Praktyka firm w zakresie zarządzania wpływem społecznym zmienia się i poprawia. Jednak przedsiębiorstwa wciąż zbyt mało uwagi poświęcają kluczowej kwestii, czyli sprawie społecznego wpływu ich produktów i usług, a przy tym mają skłonność do ubarwiania swoich działań.
Po pierwsze: ludzie
Pierwszą odpowiedzialnością „S” firmy jest dbałość o pracowników, a następnie o wpływ, jaki wywiera na otoczenie społeczne. Społeczność PwC Polska to ponad 5 tys. pracowników, którzy pracują na co dzień w mniejszych grupach, często rozproszonych geograficznie w różnych lokalizacjach.
— Najbardziej lubię, gdy pracownicy przychodzą z własnymi pomysłami, jak możemy wywierać pozytywny wpływ społeczny -czy to przez wykorzystanie swoich kompetencji oraz wiedzy (np. w audytach probono instytucji pozarządowych), czy też poprzez działania w otoczeniu społecznym poza firmą (angażując się w inicjatywy „Biznes kontra smog”) — przyznała Katarzyna Podgórna, People Leader, partnerka PwC.
— Od 2018 r. pracuję w BASF i już od 6 lat przekonuję się, ile dobrego może zdziałać edukacja w rozwoju społecznego zaangażowania firmy. Bez niej pracownicy skupiają się, często niemal bez reszty, na realizacji bieżących działań i z rezerwą przyjmują komunikaty z działu personalnego. Firma organizuje akcje „Tydzień różnorodności” i „Tydzień zrównoważonego rozwoju”. Na początku urastało do rangi wyczynu wzbudzenie zainteresowania tymi inicjatywami. Dzięki cierpliwej edukacji spotykają się one obecnie już nie tylko ze zrozumieniem, ale i z zainteresowaniem — podkreśliła Ewa Dolegacz, dyrektorka HR, BASF Polska.
BASF chce być preferowanym dostawcą chemicznym, który umożliwia swoim klientom zieloną transformację. W nowej definicji strategii koncernu mocno pokreślona jest jego rola edukacyjna wobec klientów i wspieranie ich w zmianach.
W 2025 r. koncern przemysłowy Saint-Gobain będzie obchodzić jubileusz 360 lat od założenia, za czasów króla Ludwika XIV. W Polsce jest obecny od początku lat 90’ i jest to jeden z 76 krajów, w których ponad 160 tys. pracowników tej korporacji działa w około 900 zakładach produkcyjnych, w tym w 25 w Polsce.
— Na polskim rynku zaistnieliśmy wraz ze swoją kulturą organizacyjną, wartościami i kodeksem etycznym, które za sprawą naszej działalności zaczęły oddziaływać na nadwiślańskie otoczenie społeczne, a zwłaszcza na partnerów biznesowych w łańcuchach dostaw i zatrudnionych.
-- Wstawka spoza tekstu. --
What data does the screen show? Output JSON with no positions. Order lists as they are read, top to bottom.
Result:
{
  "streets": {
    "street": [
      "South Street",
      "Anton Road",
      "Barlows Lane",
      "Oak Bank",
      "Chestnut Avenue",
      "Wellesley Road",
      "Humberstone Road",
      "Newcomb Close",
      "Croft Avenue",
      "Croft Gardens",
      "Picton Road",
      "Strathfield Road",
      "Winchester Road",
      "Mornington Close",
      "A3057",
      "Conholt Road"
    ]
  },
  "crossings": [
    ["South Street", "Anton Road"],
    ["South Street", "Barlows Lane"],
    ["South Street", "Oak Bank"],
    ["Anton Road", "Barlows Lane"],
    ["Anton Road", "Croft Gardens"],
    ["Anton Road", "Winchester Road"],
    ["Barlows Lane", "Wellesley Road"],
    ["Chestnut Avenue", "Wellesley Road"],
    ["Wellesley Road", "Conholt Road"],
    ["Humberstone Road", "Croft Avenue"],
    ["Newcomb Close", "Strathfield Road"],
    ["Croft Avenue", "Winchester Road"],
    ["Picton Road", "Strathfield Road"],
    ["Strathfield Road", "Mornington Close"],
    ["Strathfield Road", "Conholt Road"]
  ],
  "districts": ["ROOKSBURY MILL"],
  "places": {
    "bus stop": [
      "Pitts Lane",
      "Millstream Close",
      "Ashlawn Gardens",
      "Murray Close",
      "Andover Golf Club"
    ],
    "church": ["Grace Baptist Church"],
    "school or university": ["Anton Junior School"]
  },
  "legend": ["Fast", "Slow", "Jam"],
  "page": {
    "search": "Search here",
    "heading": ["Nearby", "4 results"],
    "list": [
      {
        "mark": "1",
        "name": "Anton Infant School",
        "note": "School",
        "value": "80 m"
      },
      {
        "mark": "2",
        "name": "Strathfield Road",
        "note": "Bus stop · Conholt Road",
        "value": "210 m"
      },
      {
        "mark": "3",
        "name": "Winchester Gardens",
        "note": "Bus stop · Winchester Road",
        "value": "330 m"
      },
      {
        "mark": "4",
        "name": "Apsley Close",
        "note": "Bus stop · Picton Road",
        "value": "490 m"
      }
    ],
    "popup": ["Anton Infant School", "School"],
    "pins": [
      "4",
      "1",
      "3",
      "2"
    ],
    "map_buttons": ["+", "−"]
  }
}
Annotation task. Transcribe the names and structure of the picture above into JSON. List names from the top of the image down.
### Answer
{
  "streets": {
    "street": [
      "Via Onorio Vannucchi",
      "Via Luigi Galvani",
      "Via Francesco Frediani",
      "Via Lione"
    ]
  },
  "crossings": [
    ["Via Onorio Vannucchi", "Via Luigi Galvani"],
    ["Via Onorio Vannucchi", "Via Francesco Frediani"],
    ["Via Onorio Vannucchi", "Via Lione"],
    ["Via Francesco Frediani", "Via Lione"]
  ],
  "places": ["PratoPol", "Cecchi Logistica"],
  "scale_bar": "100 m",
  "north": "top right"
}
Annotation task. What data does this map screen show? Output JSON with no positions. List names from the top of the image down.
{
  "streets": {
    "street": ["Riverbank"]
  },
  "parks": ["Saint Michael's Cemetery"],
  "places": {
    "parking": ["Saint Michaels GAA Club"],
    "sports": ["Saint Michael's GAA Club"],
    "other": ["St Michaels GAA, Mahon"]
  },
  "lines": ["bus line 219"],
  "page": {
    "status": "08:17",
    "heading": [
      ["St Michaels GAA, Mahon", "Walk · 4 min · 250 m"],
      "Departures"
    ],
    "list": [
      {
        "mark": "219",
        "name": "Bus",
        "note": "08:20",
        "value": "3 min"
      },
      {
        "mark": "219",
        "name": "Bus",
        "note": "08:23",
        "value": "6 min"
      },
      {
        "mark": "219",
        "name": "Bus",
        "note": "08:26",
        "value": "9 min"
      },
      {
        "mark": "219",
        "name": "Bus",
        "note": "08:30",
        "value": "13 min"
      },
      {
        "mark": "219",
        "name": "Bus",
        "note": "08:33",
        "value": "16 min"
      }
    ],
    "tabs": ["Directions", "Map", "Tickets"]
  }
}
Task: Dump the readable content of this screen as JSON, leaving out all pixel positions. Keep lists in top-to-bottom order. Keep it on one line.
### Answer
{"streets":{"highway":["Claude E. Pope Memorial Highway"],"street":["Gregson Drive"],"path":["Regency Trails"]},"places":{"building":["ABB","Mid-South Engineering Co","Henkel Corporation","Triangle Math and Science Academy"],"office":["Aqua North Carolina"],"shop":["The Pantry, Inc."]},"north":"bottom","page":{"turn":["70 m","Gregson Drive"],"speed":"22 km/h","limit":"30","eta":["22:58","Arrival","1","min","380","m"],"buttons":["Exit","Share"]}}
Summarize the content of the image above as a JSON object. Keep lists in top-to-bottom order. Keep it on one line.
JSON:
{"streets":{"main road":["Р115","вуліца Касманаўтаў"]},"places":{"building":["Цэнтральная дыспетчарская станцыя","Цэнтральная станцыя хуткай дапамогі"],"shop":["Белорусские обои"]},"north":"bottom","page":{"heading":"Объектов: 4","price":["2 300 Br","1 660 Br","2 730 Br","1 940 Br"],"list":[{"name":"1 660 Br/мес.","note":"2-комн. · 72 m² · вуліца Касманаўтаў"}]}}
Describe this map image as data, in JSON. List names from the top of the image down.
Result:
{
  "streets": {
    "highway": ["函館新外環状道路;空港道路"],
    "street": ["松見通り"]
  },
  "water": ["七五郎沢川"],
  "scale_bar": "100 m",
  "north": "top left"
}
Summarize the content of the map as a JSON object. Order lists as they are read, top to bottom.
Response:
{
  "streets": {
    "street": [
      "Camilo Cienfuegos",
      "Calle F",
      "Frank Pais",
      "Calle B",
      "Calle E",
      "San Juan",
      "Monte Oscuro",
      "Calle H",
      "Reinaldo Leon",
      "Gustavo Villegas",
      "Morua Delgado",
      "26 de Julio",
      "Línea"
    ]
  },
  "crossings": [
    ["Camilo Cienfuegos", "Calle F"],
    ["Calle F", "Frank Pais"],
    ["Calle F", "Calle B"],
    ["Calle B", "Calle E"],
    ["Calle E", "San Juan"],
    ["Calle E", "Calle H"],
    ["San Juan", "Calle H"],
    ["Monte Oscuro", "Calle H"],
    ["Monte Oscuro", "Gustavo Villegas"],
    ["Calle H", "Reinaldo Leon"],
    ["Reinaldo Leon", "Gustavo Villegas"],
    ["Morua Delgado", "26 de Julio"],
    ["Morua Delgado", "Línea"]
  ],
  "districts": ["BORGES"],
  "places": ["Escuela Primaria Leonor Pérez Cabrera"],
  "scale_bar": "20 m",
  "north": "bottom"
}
Kilka lat temu 14 000 pracowników Grupy z całego świata wzięło udział w warsztatach, gdzie mieli odpowiedzieć na pytanie, do jakiego większego celu chcą każdego dnia się przykładać, pracując w Saint-Gobain? W efekcie tego przyjęliśmy nowy cel nadrzędny dla Grupy „Making the world a better home”, czyli dążenie do tego, aby świat stawał się lepszym, piękniejszym miejscem do życia. On sprawia, że ESG jest w każdym ze swoich wymiarów w sercu naszej strategii biznesowej — mówił Michał Ciesielski, Brand, Communication & Strategic Marketing Director, Saint-Gobain Poland & Ukraine.
Philip Morris International to firma, która świadomie odchodzi od papierosów na rzecz rozwijania produktów nikotynowych o potencjale niższej szkodliwości. Jak mówi Jerzy Glinkowski, Dyrektor Operacyjny w Philip Morris w Polsce: „W tej organizacji palenie nie ma przyszłości”. Koniec papierosów i skupienie się na produktach o obniżonym ryzyku dla zdrowia niż dalsze palenie papierosów to prawdziwa rewolucja w branży oraz największa zmiana w dotychczasowej historii tej firmy. Zmiany widać również wewnątrz organizacji:
— Od 3 lat pracuję w Philip Morris Polska. Imponuje mi, jak ta firma zmienia swój biznes i jak dba o swoich pracowników. Realizując naszą strategię z obszaru budowania równościowego środowiska pracy, już dziś możemy się pochwalić 45 proc. udziałem kobiet na stanowiskach managerskich. Ale to nie wszystko. O równość dbamy w każdym wymiarze — również, jeśli mowa o rodzicielstwie. Gdy w 2020 r. tylko 1,5 proc. ojców pracujących w PMI zdecydowało się na urlop rodzicielski, w 2024 r. odsetek ten wzrósł już do ponad 74 proc. To efekt programu Happy Parents, który wprowadziliśmy z myślą o pracujących u nas rodzicach — referował Jerzy Glinkowski, Dyrektor Operacyjny w Philip Morris Polska.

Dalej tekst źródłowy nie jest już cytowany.